Economist: You have so many questions. I like how you are thinking. Indeed, the fishbone analysis is only a starting point. The idea is to get people/teams to work on different areas of the fishbone. Each team should meet regularly and agree on tangible actions within a timeline. The goal is to continuously make progress no matter how small. You measure your results based on what was agreed. It is also important to define what success will look like from the beginning. This guides the teams as they continue to make progress.

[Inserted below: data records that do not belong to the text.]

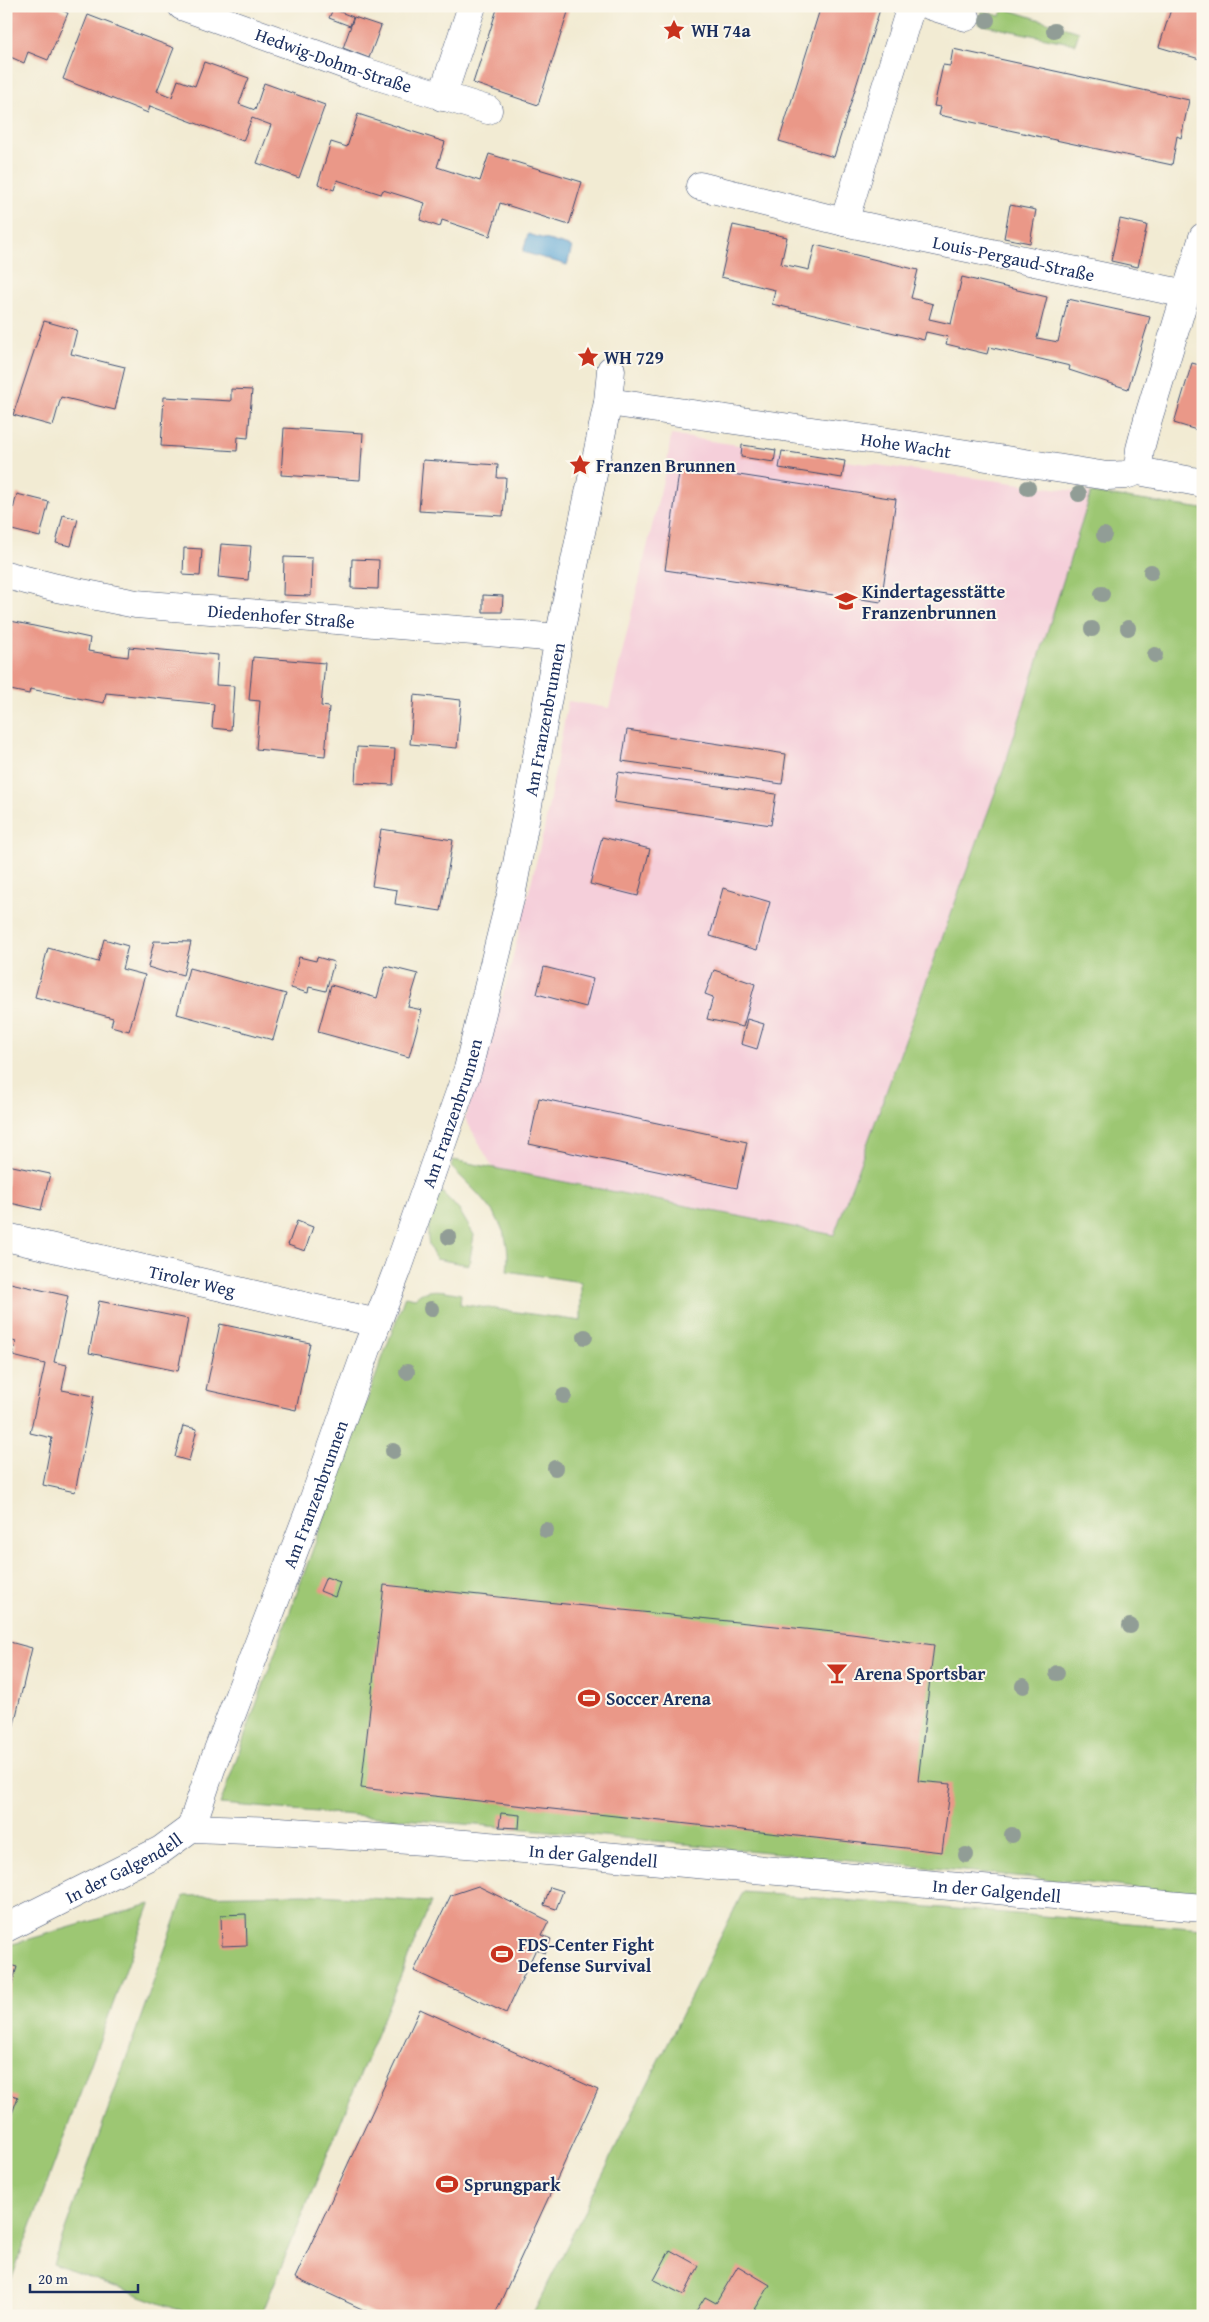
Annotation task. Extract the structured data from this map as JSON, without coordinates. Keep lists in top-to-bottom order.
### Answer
{
  "streets": {
    "street": [
      "Hedwig-Dohm-Straße",
      "Louis-Pergaud-Straße",
      "Hohe Wacht",
      "Diedenhofer Straße",
      "Am Franzenbrunnen",
      "Tiroler Weg",
      "In der Galgendell"
    ]
  },
  "crossings": [
    ["Hohe Wacht", "Am Franzenbrunnen"],
    ["Diedenhofer Straße", "Am Franzenbrunnen"],
    ["Am Franzenbrunnen", "Tiroler Weg"],
    ["Am Franzenbrunnen", "In der Galgendell"]
  ],
  "places": {
    "place": ["WH 74a", "WH 729", "Franzen Brunnen"],
    "school or university": ["Kindertagesstätte Franzenbrunnen"],
    "bar": ["Arena Sportsbar"],
    "sports": ["Soccer Arena", "FDS-Center Fight Defense Survival", "Sprungpark"]
  },
  "scale_bar": "20 m"
}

Brilliant Citizen: That is interesting…However, I see some things cannot be achieved immediately. Also, some need to be further broken down. For example, high illiteracy, that has many components.
Economist: You are very correct. Some things will take longer to solve than others. What you may want the team to do is identify the binding constraint.
Brilliant Citizen: What is binding constraint? I have not heard of that.
Economist: It is a factor that impacts the big problem directly and will cause positive changes immediately once it is worked on. Many times, you need to test the binding constraint. Do you want to give it a try?
Brilliant Citizen: (reviews the fishbone analysis again) Hmm, I think the insecurity. If insecurity is sorted in Nigeria, it will attract investment and improve the business environment in many places. It is a factor that impacts high unemployment as in some States, people have stopped going to work out of threats and fear.
Economist: You could be correct. So, you want to ensure there is a team working on the security matter toward reducing high youth unemployment.
Brilliant Citizen: Ok, I see the link now. It seems practical and workable. Let us keep discussing…So, for solutions won’t we learn from other countries that have faced similar problems. You know what is called best practices.
Economist: Certainly, it is essential to learn from other countries. But guess what? Sometimes the potential solutions may be in another region or state in the same country. There are so many things to share from the program, but I need to go now. Let us continue this conversation when we next see each other.
Brilliant Citizen: I have enjoyed our discussion today. I will see you soon so we can continue this chat. I am enjoying your Harvard knowledge. Bye for now and please take care of your baby. I will bring a gift for baby soon.
This is a blog series written by the alumni of the Leading Economic Growth Executive Education Program at the Harvard Kennedy School. 61 Participants successfully completed this 10-week online course in December 2021. These are their learning journey stories.